火山活動の活発化~マグマの発生について~
宮城、山形両県にまたがる蔵王山(蔵王連峰)など全国で火山活動が活発化する中、5月29日に口永良部島・新岳(鹿児島県屋久島町)で爆発的噴火が発生しました。
2013年の桜島や今年の箱根など、日本各地で火山活動が活性化しています。
日本列島あるいは地球規模で一体、何が起きているのでしょうか?
地球の内部構造は、我々が生活をしている地上地殻は、火山から噴出されたマグマが堆積した花崗岩質のものです。その下には、海底地殻と言って火山から噴出されたマグマが海水で冷やされた玄武岩質のものがあります。
さらにその下には、リソスフェアというかんらん岩等の固い岩盤層があり、第二次マグマオーシャンが冷えて固まった層であると推定されます。
さらに地球内部に向かって、アセノスフェア、メソスフェア、外核、内核となります。
これらの地層は地震波のS波を通すことことからもわかるように固体です。たしかに地球内部、深くなるほど地層の温度は上昇しますが、岩石を融かすほどの高温にはなっていないということです。深くなるほど圧力も高くなり、圧力が高くなると岩石は融けにくくなるのです。
では、一体どこでマグマが発生しているのでしょうか?
融けるといっても岩石は、水などとは違います。
水は0℃より温度が高ければ液体、0℃より温度が低ければ固体であり、0℃のときだけ液体(水)と固体(氷)が同時に存在します。つまり、きちんとした融点(凝固点)を持っています。
しかし、岩石はいろいろな鉱物の集合体であり、その鉱物によって融点が違います。また、鉱物の中には特定の融点を持たずに、ある温度になると一部が融け始めるが、全部を融かすためにはもっと温度を上げないといけないものもあります。こうして、岩石は一部が融け始める温度と、全部が融け終わる温度との間に数百℃程度の幅があり、その幅の間の温度では固体と液体が同時に存在してい ます。もちろん、融け始めの温度付近では固体の割合が多く、融け終わる温度付近では液体の割合が多くなっています。

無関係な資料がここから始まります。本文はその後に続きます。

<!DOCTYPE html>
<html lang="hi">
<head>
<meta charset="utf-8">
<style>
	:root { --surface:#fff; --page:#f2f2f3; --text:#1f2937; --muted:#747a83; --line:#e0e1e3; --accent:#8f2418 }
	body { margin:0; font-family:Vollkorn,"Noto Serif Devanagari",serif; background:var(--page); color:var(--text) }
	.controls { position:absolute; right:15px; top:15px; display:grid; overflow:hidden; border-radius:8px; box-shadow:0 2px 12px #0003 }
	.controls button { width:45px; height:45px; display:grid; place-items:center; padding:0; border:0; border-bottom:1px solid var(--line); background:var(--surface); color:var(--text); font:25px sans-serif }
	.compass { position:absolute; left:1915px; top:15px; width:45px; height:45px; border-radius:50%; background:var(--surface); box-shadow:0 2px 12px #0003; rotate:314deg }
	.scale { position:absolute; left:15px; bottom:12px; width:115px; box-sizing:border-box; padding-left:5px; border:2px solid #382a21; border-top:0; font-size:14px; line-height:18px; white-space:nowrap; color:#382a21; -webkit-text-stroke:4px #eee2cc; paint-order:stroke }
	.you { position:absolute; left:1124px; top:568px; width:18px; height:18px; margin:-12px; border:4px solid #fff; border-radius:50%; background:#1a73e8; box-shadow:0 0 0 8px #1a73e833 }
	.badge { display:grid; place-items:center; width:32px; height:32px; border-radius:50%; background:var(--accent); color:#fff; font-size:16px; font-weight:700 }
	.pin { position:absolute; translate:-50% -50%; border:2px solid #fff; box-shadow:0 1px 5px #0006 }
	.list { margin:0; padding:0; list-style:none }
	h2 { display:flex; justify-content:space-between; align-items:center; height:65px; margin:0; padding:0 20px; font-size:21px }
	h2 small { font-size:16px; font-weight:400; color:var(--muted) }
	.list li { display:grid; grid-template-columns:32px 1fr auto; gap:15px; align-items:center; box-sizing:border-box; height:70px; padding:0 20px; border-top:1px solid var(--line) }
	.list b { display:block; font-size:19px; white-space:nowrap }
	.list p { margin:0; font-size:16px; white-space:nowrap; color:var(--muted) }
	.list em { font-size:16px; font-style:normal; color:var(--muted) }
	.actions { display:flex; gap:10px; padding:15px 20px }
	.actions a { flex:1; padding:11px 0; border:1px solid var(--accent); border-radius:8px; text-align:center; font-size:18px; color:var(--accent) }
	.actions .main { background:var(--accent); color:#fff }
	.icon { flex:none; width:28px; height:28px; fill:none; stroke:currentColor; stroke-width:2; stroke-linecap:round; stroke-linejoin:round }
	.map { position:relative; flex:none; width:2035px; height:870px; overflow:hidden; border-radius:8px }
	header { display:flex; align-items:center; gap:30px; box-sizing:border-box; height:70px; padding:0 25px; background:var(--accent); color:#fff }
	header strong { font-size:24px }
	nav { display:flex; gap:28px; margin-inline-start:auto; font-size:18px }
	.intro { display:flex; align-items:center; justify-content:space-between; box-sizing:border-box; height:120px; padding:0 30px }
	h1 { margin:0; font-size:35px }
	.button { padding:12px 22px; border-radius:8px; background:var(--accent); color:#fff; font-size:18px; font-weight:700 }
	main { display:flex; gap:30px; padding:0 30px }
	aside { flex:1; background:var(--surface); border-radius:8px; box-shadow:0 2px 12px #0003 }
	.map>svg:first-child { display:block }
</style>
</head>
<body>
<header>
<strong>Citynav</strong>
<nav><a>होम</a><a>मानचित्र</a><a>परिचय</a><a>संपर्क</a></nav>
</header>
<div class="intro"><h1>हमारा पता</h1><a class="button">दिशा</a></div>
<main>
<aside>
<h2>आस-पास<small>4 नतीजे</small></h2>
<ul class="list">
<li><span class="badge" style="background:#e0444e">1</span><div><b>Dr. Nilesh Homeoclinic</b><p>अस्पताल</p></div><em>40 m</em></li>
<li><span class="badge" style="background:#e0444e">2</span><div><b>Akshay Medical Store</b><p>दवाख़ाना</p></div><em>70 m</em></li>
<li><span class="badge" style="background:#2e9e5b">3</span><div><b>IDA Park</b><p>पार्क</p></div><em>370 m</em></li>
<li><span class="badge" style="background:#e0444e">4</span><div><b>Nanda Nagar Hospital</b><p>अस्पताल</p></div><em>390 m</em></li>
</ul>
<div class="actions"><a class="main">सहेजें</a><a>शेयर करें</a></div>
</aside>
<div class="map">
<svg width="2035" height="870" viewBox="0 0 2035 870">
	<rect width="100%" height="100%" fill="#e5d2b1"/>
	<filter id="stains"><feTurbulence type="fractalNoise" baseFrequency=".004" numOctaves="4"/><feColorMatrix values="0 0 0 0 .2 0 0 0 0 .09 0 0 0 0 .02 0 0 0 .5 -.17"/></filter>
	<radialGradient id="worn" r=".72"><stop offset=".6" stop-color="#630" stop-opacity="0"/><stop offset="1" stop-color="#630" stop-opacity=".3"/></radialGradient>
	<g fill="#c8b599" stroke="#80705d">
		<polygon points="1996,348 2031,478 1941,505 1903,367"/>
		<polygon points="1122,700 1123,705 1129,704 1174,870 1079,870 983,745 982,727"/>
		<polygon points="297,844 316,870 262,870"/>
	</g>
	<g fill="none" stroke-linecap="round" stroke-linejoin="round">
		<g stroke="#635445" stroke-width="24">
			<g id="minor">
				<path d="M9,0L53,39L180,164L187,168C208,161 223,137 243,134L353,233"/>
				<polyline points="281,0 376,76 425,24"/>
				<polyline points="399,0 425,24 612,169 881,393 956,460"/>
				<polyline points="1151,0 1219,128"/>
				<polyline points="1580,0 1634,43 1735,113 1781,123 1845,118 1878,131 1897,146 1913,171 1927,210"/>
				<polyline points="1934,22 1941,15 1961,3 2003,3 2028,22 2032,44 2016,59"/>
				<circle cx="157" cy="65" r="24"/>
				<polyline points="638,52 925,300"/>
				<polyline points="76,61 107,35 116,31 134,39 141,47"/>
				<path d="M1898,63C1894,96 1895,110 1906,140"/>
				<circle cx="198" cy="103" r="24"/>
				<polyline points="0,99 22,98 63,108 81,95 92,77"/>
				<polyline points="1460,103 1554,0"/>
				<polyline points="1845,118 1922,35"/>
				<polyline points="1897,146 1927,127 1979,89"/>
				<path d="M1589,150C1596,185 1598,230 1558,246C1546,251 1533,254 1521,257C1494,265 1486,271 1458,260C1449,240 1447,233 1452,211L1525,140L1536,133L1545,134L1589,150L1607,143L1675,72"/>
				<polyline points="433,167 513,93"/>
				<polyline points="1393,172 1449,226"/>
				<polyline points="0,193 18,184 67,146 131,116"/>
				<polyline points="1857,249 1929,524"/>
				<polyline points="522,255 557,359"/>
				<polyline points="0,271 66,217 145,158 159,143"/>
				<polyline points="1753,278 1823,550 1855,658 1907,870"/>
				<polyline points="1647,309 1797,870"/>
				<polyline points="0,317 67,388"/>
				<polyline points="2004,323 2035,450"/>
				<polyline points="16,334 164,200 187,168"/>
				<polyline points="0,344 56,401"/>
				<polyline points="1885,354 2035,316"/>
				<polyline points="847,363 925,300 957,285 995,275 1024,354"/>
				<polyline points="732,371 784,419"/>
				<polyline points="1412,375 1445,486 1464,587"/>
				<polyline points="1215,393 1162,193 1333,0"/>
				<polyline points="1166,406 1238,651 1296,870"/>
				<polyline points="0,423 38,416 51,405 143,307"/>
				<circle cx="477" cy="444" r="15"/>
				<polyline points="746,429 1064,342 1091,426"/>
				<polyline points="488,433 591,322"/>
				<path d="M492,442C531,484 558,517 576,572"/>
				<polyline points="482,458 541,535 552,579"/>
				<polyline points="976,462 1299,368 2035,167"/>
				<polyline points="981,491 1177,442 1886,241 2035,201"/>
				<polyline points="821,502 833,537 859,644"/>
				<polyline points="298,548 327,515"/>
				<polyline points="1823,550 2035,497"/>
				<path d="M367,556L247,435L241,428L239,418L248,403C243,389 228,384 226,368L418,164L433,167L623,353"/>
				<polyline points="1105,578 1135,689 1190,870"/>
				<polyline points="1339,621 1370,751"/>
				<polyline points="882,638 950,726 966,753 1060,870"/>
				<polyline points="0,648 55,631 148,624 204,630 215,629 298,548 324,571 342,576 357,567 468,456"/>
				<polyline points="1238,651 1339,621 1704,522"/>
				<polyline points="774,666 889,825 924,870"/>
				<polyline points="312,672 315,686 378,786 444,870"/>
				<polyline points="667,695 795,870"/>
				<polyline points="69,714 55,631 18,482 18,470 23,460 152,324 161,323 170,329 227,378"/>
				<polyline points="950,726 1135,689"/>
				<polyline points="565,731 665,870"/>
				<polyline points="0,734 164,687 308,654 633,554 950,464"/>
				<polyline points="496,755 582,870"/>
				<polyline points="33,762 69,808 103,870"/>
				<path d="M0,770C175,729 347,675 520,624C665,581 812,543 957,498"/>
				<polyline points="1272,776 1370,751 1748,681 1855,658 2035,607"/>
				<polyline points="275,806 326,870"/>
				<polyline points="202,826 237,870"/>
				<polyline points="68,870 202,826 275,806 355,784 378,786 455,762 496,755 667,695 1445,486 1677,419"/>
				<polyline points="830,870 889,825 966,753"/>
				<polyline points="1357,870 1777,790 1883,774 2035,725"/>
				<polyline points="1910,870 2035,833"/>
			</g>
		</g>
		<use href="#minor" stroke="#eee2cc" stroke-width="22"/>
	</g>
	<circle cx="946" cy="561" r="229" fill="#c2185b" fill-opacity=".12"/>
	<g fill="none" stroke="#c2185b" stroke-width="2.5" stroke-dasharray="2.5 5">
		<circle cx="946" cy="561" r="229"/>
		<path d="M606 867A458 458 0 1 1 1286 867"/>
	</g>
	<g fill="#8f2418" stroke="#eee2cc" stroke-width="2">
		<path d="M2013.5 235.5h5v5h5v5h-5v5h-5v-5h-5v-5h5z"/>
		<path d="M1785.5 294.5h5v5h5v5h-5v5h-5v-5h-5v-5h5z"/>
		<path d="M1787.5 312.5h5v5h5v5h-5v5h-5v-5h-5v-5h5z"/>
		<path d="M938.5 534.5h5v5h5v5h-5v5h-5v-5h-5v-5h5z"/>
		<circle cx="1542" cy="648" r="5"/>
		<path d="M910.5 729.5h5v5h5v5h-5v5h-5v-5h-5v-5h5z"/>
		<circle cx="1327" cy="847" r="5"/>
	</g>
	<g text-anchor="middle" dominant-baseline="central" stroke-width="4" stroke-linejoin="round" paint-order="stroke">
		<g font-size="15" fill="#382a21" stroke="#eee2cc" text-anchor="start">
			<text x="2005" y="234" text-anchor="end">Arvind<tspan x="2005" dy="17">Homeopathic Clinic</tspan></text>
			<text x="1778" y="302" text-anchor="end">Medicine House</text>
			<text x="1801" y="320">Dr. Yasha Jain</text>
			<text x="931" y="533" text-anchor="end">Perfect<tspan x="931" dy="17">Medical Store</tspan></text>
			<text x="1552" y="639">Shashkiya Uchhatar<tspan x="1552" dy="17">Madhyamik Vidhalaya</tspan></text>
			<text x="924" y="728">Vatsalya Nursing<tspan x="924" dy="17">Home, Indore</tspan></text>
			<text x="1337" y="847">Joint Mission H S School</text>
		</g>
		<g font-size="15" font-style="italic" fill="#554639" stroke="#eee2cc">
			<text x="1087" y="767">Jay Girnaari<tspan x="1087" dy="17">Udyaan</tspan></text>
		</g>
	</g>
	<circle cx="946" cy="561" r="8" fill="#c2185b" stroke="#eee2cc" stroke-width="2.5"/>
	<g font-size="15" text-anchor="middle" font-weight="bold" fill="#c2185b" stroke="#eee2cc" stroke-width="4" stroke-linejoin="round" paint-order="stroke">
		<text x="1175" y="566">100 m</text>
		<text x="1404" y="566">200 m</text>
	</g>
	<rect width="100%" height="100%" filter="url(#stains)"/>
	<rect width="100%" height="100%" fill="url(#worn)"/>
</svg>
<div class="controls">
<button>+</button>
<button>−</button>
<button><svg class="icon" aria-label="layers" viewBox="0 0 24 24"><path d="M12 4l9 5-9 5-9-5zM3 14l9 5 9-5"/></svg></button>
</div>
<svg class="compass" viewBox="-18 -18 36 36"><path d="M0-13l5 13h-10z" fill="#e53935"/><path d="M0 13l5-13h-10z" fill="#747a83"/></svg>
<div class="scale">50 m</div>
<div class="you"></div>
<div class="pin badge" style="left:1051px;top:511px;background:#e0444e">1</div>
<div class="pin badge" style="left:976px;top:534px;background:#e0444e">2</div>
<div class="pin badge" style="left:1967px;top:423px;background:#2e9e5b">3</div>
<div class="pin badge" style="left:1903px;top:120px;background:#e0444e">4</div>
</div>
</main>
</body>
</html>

ここで、地球内部の温度分布と、岩石が融け始める・融け終わる温度のグラフを見てみます(下図:参照)。
地層の温度(青線)と、岩石が融け始める温度が接近している深さがあります。この付近で、何らかの原因で部分的に温度が上がったり、あるいは圧力が下がったりすると、地層の温度は岩石が融け始める温度を超え、岩石が融け始めることになります。
地下で圧力が下がるということはイメージしずらいかもしれませんが、海嶺の中軸部で下からマントル物質が上昇するとき、温度は急に下がらないが圧力だけが下がることになり、マグマが発生すると考えられています。
こうして、海嶺部での大規模なマグマの生成・流出が起こると考えられています。
岩石が融け始める温度と融け終わる温度にはかなりの幅があります。つまり、地層を構成しているかんらん岩がすべて融ければもちろんかんらん岩質のマグマになるのだが、そうではなく、かんらん岩が一部融けて(部分溶融という)マグマになるのです。かんらん岩を部分的に融かしてできるマグマは玄武岩質であることが実験的に確かめられています。そして、この玄武岩質マグマからさまざまな性質のマグマ(さらにそれが冷えてできるさまざまな火成岩)ができることもわかっています。